Top of Input data

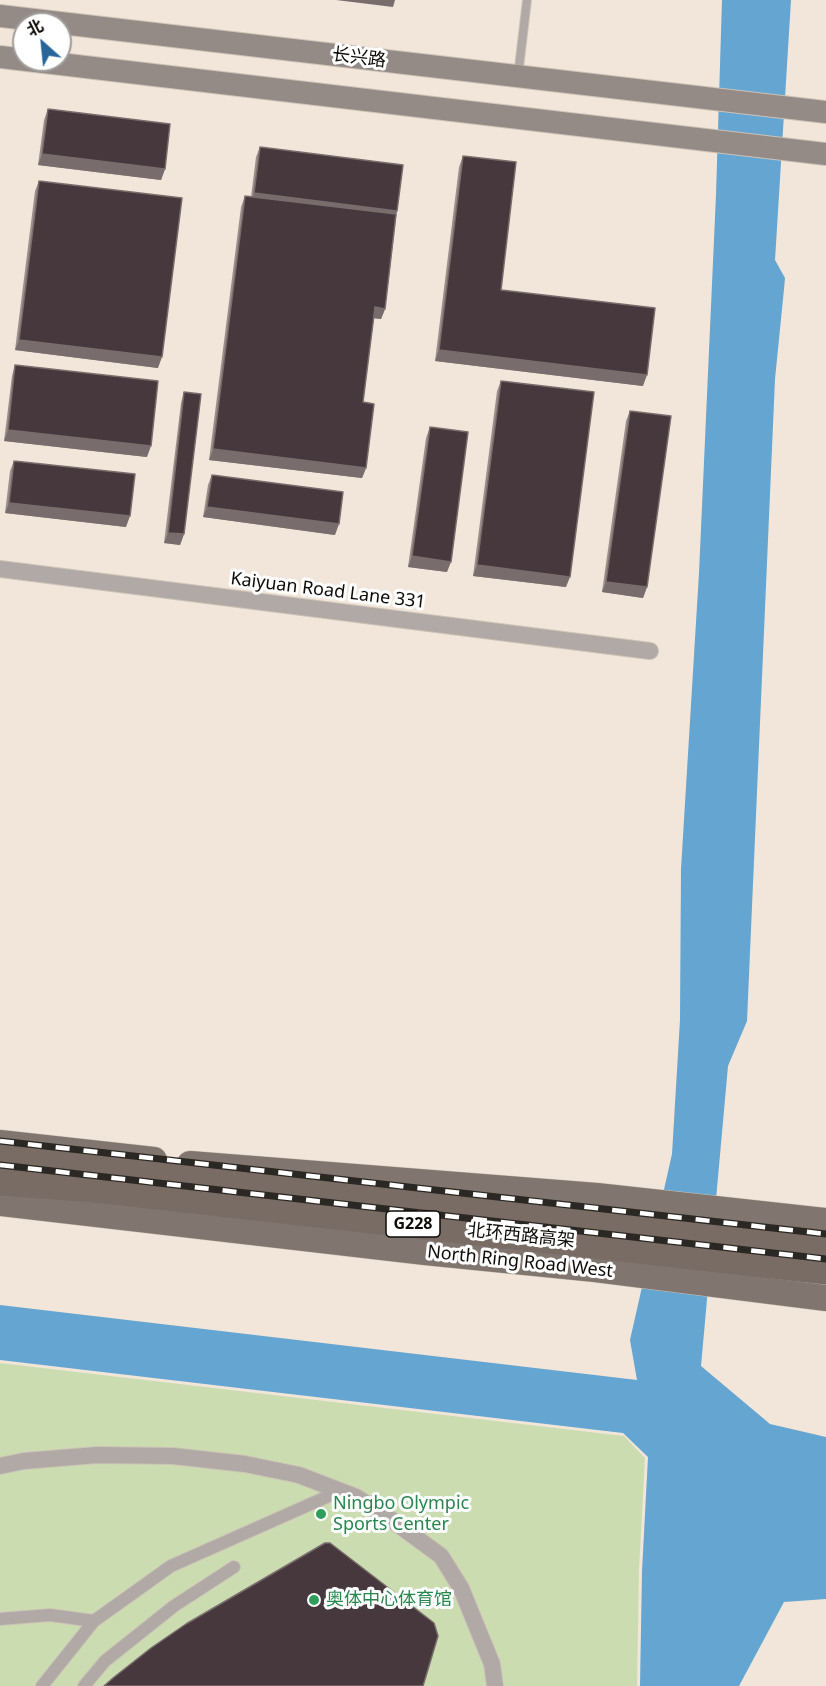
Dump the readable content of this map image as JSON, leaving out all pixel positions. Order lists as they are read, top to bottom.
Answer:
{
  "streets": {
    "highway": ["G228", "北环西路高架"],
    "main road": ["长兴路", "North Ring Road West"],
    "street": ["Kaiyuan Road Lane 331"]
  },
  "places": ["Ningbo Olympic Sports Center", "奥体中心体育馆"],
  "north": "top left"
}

Bottom of Input data
Top of Input data

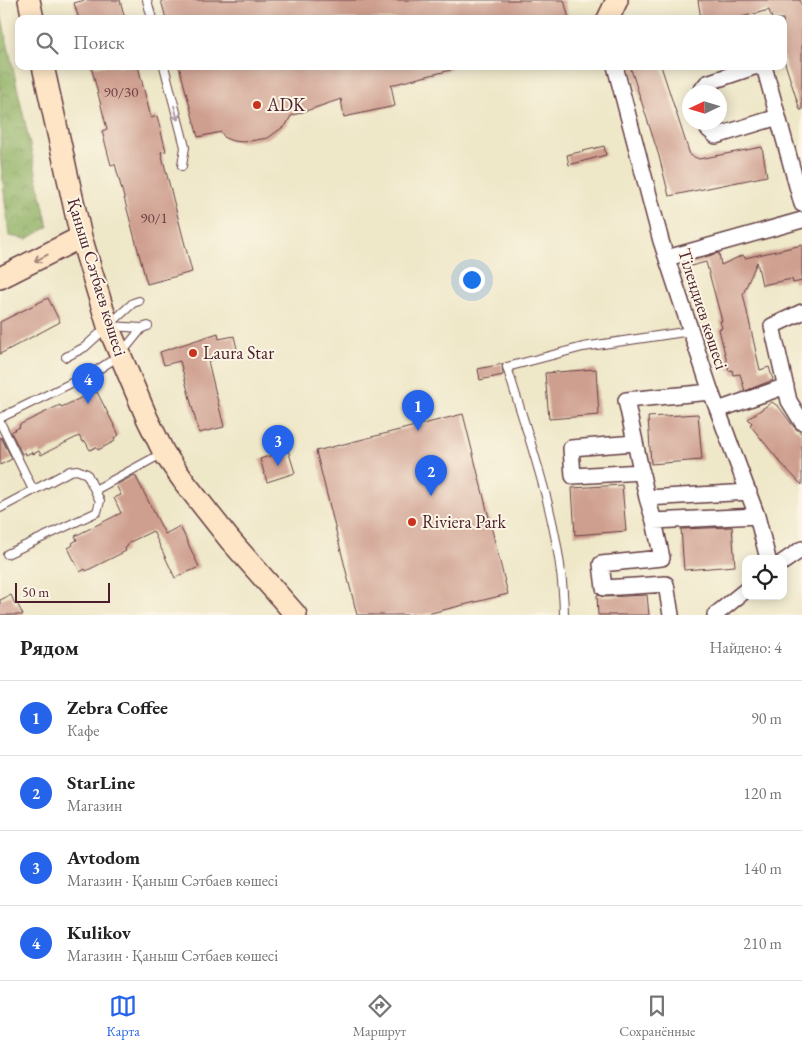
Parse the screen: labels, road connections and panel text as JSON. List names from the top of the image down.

Bottom of Input data

Reproduce every line from the listing above that holds the word "JSON".

▶ _Your solution_:
Dump the readable content of this map image as JSON, leaving out all pixel positions. Order lists as they are read, top to bottom.
Parse the screen: labels, road connections and panel text as JSON. List names from the top of the image down.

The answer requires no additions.